Exercise directions: Write out exactly, please, the lines from the one containing "Annotation task. Describe" to the end of the material.
──────────────────────────────
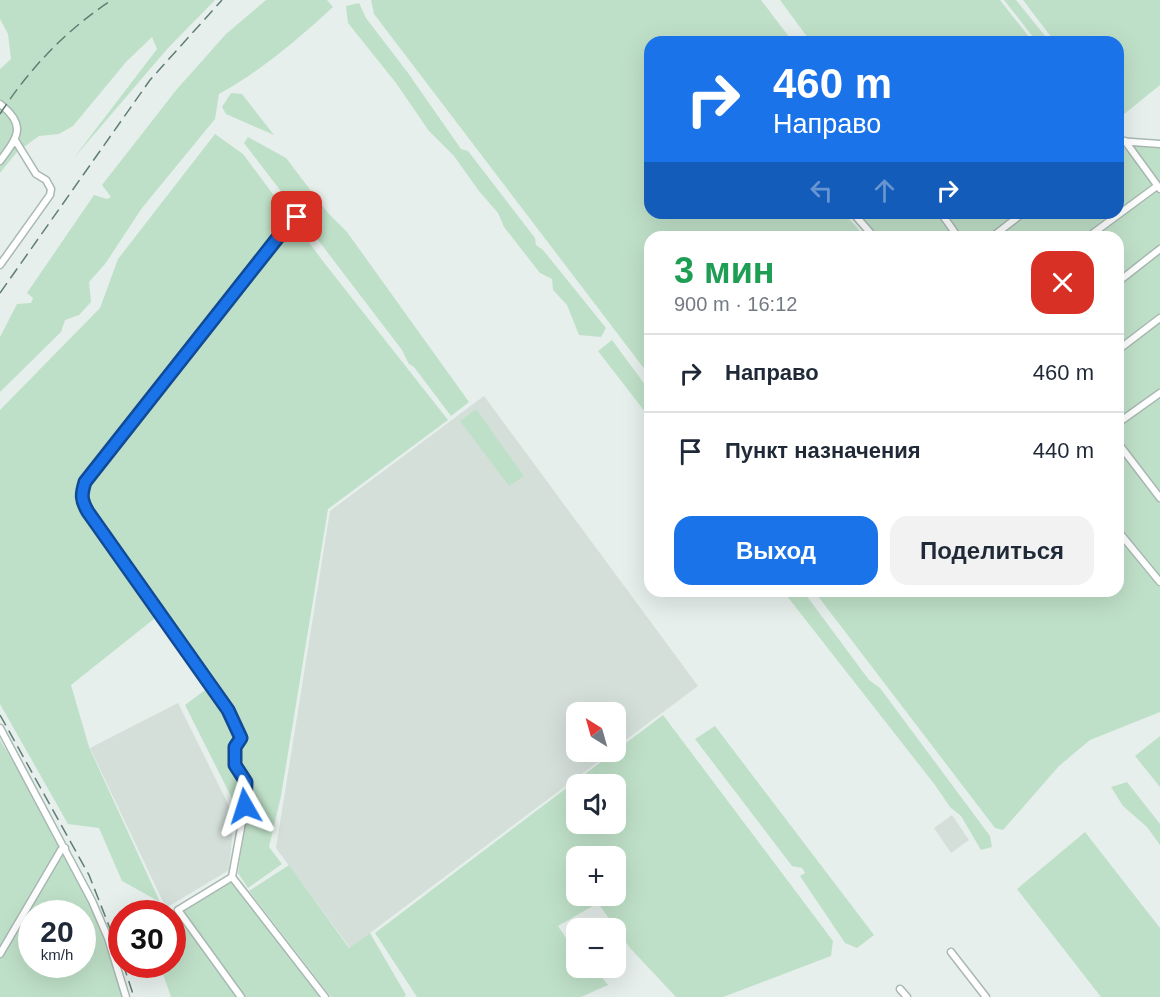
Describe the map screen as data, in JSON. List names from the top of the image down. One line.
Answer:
{"north":"top left","page":{"turn":["460 m","Направо"],"heading":["3 мин","900 m · 16:12"],"list":[{"name":"Направо","value":"460 m"},{"name":"Пункт назначения","value":"440 m"}],"buttons":["Выход","Поделиться"],"map_buttons":["+","−"],"speed":"20 km/h","limit":"30"}}
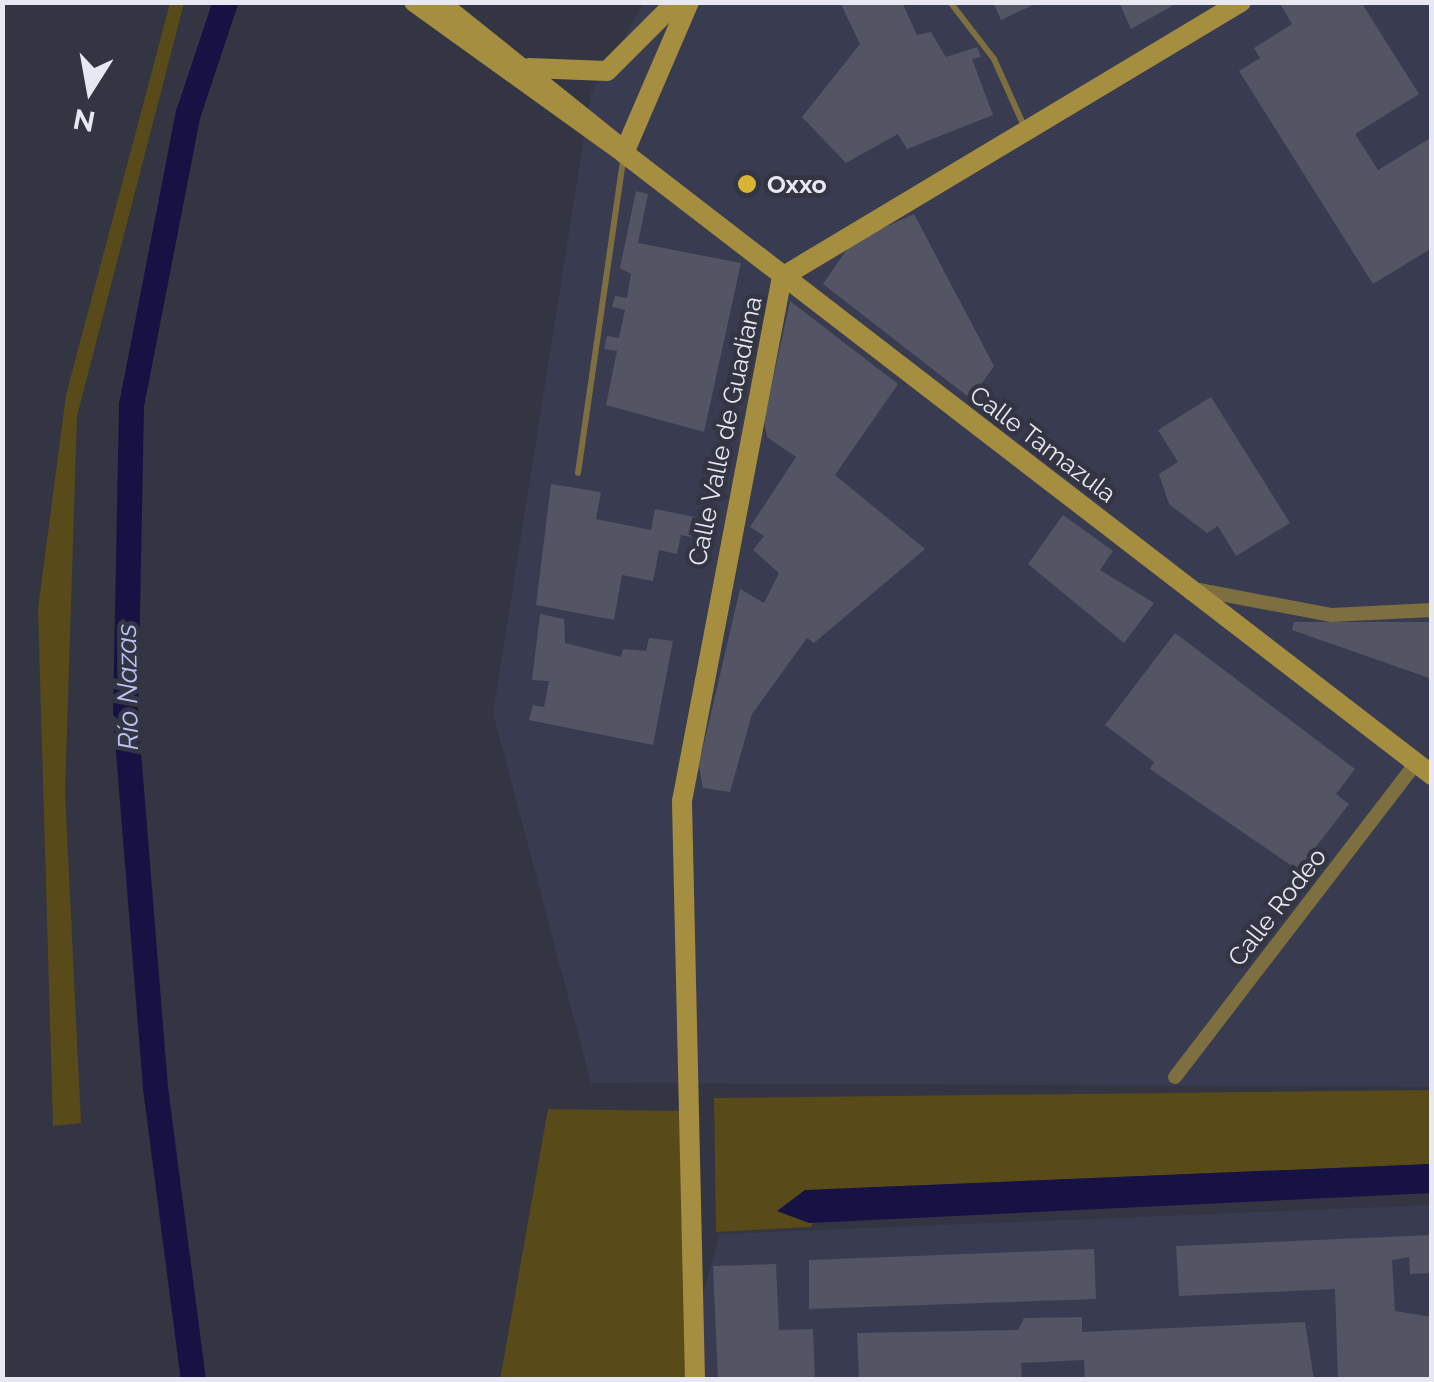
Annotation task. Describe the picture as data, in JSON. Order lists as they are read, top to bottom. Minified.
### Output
{"streets":{"main road":["Calle Valle de Guadiana","Calle Tamazula"],"street":["Calle Rodeo"]},"crossings":[["Calle Valle de Guadiana","Calle Tamazula"],["Calle Tamazula","Calle Rodeo"]],"water":["Río Nazas"],"places":["Oxxo"],"north":"bottom"}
──────────────────────────────
Written answer:
Annotation task. Describe the picture as data, in JSON. Order lists as they are read, top to bottom. Minified.
### Output
{"streets":{"main road":["Calle Valle de Guadiana","Calle Tamazula"],"street":["Calle Rodeo"]},"crossings":[["Calle Valle de Guadiana","Calle Tamazula"],["Calle Tamazula","Calle Rodeo"]],"water":["Río Nazas"],"places":["Oxxo"],"north":"bottom"}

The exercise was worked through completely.